▸ Work required:
Retype the material below, keeping each line identical.

-- Opening Marker --

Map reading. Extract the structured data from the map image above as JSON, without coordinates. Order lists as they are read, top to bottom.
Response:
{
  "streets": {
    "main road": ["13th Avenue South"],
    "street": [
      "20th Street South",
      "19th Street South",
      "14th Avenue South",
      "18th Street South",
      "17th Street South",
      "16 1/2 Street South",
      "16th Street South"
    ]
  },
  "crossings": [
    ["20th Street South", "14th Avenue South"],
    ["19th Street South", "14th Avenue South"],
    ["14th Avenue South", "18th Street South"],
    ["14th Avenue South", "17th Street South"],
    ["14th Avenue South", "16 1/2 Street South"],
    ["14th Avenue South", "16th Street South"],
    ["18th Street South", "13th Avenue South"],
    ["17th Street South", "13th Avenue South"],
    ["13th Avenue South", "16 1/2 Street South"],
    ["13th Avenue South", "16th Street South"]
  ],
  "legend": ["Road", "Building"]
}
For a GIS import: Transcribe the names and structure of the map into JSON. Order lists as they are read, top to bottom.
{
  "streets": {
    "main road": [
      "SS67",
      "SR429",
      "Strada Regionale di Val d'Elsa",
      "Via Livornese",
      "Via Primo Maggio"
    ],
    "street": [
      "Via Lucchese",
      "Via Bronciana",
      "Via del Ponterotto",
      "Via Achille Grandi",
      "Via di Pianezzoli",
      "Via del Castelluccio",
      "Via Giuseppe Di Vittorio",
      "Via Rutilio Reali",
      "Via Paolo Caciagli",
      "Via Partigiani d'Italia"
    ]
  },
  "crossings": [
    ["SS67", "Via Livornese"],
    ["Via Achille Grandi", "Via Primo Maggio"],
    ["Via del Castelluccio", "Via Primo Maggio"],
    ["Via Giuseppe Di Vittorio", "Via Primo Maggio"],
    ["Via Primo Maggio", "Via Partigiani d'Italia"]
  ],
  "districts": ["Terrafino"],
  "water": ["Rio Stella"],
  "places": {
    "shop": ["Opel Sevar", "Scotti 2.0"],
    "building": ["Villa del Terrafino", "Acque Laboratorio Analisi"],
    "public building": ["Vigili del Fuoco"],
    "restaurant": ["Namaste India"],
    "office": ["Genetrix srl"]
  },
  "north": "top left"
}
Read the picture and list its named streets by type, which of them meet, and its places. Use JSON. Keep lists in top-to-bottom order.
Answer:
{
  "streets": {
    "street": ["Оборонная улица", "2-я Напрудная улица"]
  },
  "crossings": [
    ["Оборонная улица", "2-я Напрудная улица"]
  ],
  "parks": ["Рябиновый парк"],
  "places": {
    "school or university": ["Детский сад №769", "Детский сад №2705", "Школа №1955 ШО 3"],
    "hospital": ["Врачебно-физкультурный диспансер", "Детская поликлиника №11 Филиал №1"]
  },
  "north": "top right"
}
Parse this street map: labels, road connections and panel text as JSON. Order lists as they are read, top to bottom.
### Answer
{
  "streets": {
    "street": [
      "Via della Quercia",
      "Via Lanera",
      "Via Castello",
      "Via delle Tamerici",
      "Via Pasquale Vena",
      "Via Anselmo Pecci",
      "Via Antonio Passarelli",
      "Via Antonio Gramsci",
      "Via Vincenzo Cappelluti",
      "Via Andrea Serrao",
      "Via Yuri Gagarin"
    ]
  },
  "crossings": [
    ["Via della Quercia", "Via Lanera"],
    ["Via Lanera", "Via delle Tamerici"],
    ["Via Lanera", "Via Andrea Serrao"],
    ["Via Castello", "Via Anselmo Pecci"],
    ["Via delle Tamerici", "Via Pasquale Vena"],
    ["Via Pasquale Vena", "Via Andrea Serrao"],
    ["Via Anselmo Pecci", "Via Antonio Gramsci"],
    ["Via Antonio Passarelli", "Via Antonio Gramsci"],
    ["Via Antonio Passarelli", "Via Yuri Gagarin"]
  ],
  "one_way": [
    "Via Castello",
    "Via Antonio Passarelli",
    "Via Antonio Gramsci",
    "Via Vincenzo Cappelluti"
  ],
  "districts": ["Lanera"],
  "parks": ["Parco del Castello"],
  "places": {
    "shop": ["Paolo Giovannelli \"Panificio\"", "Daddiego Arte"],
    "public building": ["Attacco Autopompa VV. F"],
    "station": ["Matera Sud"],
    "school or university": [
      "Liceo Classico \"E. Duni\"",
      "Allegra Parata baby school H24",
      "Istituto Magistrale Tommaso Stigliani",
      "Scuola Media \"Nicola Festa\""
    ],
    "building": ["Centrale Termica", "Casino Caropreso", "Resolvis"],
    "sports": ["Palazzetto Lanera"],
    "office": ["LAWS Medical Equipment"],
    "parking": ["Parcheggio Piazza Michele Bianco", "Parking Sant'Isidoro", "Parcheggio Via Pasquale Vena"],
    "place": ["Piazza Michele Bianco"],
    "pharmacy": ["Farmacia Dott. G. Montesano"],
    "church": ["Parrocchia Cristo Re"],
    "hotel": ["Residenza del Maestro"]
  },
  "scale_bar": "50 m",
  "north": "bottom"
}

-- Closing Marker --

▸ Response to the exercise:
Map reading. Extract the structured data from the map image above as JSON, without coordinates. Order lists as they are read, top to bottom.
Response:
{
  "streets": {
    "main road": ["13th Avenue South"],
    "street": [
      "20th Street South",
      "19th Street South",
      "14th Avenue South",
      "18th Street South",
      "17th Street South",
      "16 1/2 Street South",
      "16th Street South"
    ]
  },
  "crossings": [
    ["20th Street South", "14th Avenue South"],
    ["19th Street South", "14th Avenue South"],
    ["14th Avenue South", "18th Street South"],
    ["14th Avenue South", "17th Street South"],
    ["14th Avenue South", "16 1/2 Street South"],
    ["14th Avenue South", "16th Street South"],
    ["18th Street South", "13th Avenue South"],
    ["17th Street South", "13th Avenue South"],
    ["13th Avenue South", "16 1/2 Street South"],
    ["13th Avenue South", "16th Street South"]
  ],
  "legend": ["Road", "Building"]
}
For a GIS import: Transcribe the names and structure of the map into JSON. Order lists as they are read, top to bottom.
{
  "streets": {
    "main road": [
      "SS67",
      "SR429",
      "Strada Regionale di Val d'Elsa",
      "Via Livornese",
      "Via Primo Maggio"
    ],
    "street": [
      "Via Lucchese",
      "Via Bronciana",
      "Via del Ponterotto",
      "Via Achille Grandi",
      "Via di Pianezzoli",
      "Via del Castelluccio",
      "Via Giuseppe Di Vittorio",
      "Via Rutilio Reali",
      "Via Paolo Caciagli",
      "Via Partigiani d'Italia"
    ]
  },
  "crossings": [
    ["SS67", "Via Livornese"],
    ["Via Achille Grandi", "Via Primo Maggio"],
    ["Via del Castelluccio", "Via Primo Maggio"],
    ["Via Giuseppe Di Vittorio", "Via Primo Maggio"],
    ["Via Primo Maggio", "Via Partigiani d'Italia"]
  ],
  "districts": ["Terrafino"],
  "water": ["Rio Stella"],
  "places": {
    "shop": ["Opel Sevar", "Scotti 2.0"],
    "building": ["Villa del Terrafino", "Acque Laboratorio Analisi"],
    "public building": ["Vigili del Fuoco"],
    "restaurant": ["Namaste India"],
    "office": ["Genetrix srl"]
  },
  "north": "top left"
}
Read the picture and list its named streets by type, which of them meet, and its places. Use JSON. Keep lists in top-to-bottom order.
Answer:
{
  "streets": {
    "street": ["Оборонная улица", "2-я Напрудная улица"]
  },
  "crossings": [
    ["Оборонная улица", "2-я Напрудная улица"]
  ],
  "parks": ["Рябиновый парк"],
  "places": {
    "school or university": ["Детский сад №769", "Детский сад №2705", "Школа №1955 ШО 3"],
    "hospital": ["Врачебно-физкультурный диспансер", "Детская поликлиника №11 Филиал №1"]
  },
  "north": "top right"
}
Parse this street map: labels, road connections and panel text as JSON. Order lists as they are read, top to bottom.
### Answer
{
  "streets": {
    "street": [
      "Via della Quercia",
      "Via Lanera",
      "Via Castello",
      "Via delle Tamerici",
      "Via Pasquale Vena",
      "Via Anselmo Pecci",
      "Via Antonio Passarelli",
      "Via Antonio Gramsci",
      "Via Vincenzo Cappelluti",
      "Via Andrea Serrao",
      "Via Yuri Gagarin"
    ]
  },
  "crossings": [
    ["Via della Quercia", "Via Lanera"],
    ["Via Lanera", "Via delle Tamerici"],
    ["Via Lanera", "Via Andrea Serrao"],
    ["Via Castello", "Via Anselmo Pecci"],
    ["Via delle Tamerici", "Via Pasquale Vena"],
    ["Via Pasquale Vena", "Via Andrea Serrao"],
    ["Via Anselmo Pecci", "Via Antonio Gramsci"],
    ["Via Antonio Passarelli", "Via Antonio Gramsci"],
    ["Via Antonio Passarelli", "Via Yuri Gagarin"]
  ],
  "one_way": [
    "Via Castello",
    "Via Antonio Passarelli",
    "Via Antonio Gramsci",
    "Via Vincenzo Cappelluti"
  ],
  "districts": ["Lanera"],
  "parks": ["Parco del Castello"],
  "places": {
    "shop": ["Paolo Giovannelli \"Panificio\"", "Daddiego Arte"],
    "public building": ["Attacco Autopompa VV. F"],
    "station": ["Matera Sud"],
    "school or university": [
      "Liceo Classico \"E. Duni\"",
      "Allegra Parata baby school H24",
      "Istituto Magistrale Tommaso Stigliani",
      "Scuola Media \"Nicola Festa\""
    ],
    "building": ["Centrale Termica", "Casino Caropreso", "Resolvis"],
    "sports": ["Palazzetto Lanera"],
    "office": ["LAWS Medical Equipment"],
    "parking": ["Parcheggio Piazza Michele Bianco", "Parking Sant'Isidoro", "Parcheggio Via Pasquale Vena"],
    "place": ["Piazza Michele Bianco"],
    "pharmacy": ["Farmacia Dott. G. Montesano"],
    "church": ["Parrocchia Cristo Re"],
    "hotel": ["Residenza del Maestro"]
  },
  "scale_bar": "50 m",
  "north": "bottom"
}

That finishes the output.